**To do**
Every entry, from the first to the last, should be written out exactly.
+++ Data for the task +++
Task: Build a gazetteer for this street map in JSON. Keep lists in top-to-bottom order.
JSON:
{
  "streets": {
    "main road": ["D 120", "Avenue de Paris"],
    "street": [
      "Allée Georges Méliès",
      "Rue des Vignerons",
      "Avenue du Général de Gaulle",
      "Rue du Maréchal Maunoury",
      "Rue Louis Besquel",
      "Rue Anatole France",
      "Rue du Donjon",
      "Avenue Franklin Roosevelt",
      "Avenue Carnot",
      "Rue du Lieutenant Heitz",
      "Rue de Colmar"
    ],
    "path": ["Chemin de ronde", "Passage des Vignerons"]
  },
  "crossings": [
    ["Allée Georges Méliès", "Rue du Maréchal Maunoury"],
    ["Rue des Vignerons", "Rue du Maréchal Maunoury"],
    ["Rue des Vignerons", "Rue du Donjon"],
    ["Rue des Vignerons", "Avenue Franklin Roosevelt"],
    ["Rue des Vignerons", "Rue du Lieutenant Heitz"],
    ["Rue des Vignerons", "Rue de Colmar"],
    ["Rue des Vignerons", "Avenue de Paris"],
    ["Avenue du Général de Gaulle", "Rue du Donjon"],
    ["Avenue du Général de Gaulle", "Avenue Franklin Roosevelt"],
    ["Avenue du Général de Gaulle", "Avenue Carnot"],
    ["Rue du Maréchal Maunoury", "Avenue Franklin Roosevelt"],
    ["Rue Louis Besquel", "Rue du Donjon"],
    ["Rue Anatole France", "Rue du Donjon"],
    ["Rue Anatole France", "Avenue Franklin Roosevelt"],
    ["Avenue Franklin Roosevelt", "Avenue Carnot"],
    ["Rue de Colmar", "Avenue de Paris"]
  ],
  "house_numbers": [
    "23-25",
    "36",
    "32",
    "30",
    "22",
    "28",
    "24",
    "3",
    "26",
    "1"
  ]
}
+++
**Task output**
Task: Build a gazetteer for this street map in JSON. Keep lists in top-to-bottom order.
JSON:
{
  "streets": {
    "main road": ["D 120", "Avenue de Paris"],
    "street": [
      "Allée Georges Méliès",
      "Rue des Vignerons",
      "Avenue du Général de Gaulle",
      "Rue du Maréchal Maunoury",
      "Rue Louis Besquel",
      "Rue Anatole France",
      "Rue du Donjon",
      "Avenue Franklin Roosevelt",
      "Avenue Carnot",
      "Rue du Lieutenant Heitz",
      "Rue de Colmar"
    ],
    "path": ["Chemin de ronde", "Passage des Vignerons"]
  },
  "crossings": [
    ["Allée Georges Méliès", "Rue du Maréchal Maunoury"],
    ["Rue des Vignerons", "Rue du Maréchal Maunoury"],
    ["Rue des Vignerons", "Rue du Donjon"],
    ["Rue des Vignerons", "Avenue Franklin Roosevelt"],
    ["Rue des Vignerons", "Rue du Lieutenant Heitz"],
    ["Rue des Vignerons", "Rue de Colmar"],
    ["Rue des Vignerons", "Avenue de Paris"],
    ["Avenue du Général de Gaulle", "Rue du Donjon"],
    ["Avenue du Général de Gaulle", "Avenue Franklin Roosevelt"],
    ["Avenue du Général de Gaulle", "Avenue Carnot"],
    ["Rue du Maréchal Maunoury", "Avenue Franklin Roosevelt"],
    ["Rue Louis Besquel", "Rue du Donjon"],
    ["Rue Anatole France", "Rue du Donjon"],
    ["Rue Anatole France", "Avenue Franklin Roosevelt"],
    ["Avenue Franklin Roosevelt", "Avenue Carnot"],
    ["Rue de Colmar", "Avenue de Paris"]
  ],
  "house_numbers": [
    "23-25",
    "36",
    "32",
    "30",
    "22",
    "28",
    "24",
    "3",
    "26",
    "1"
  ]
}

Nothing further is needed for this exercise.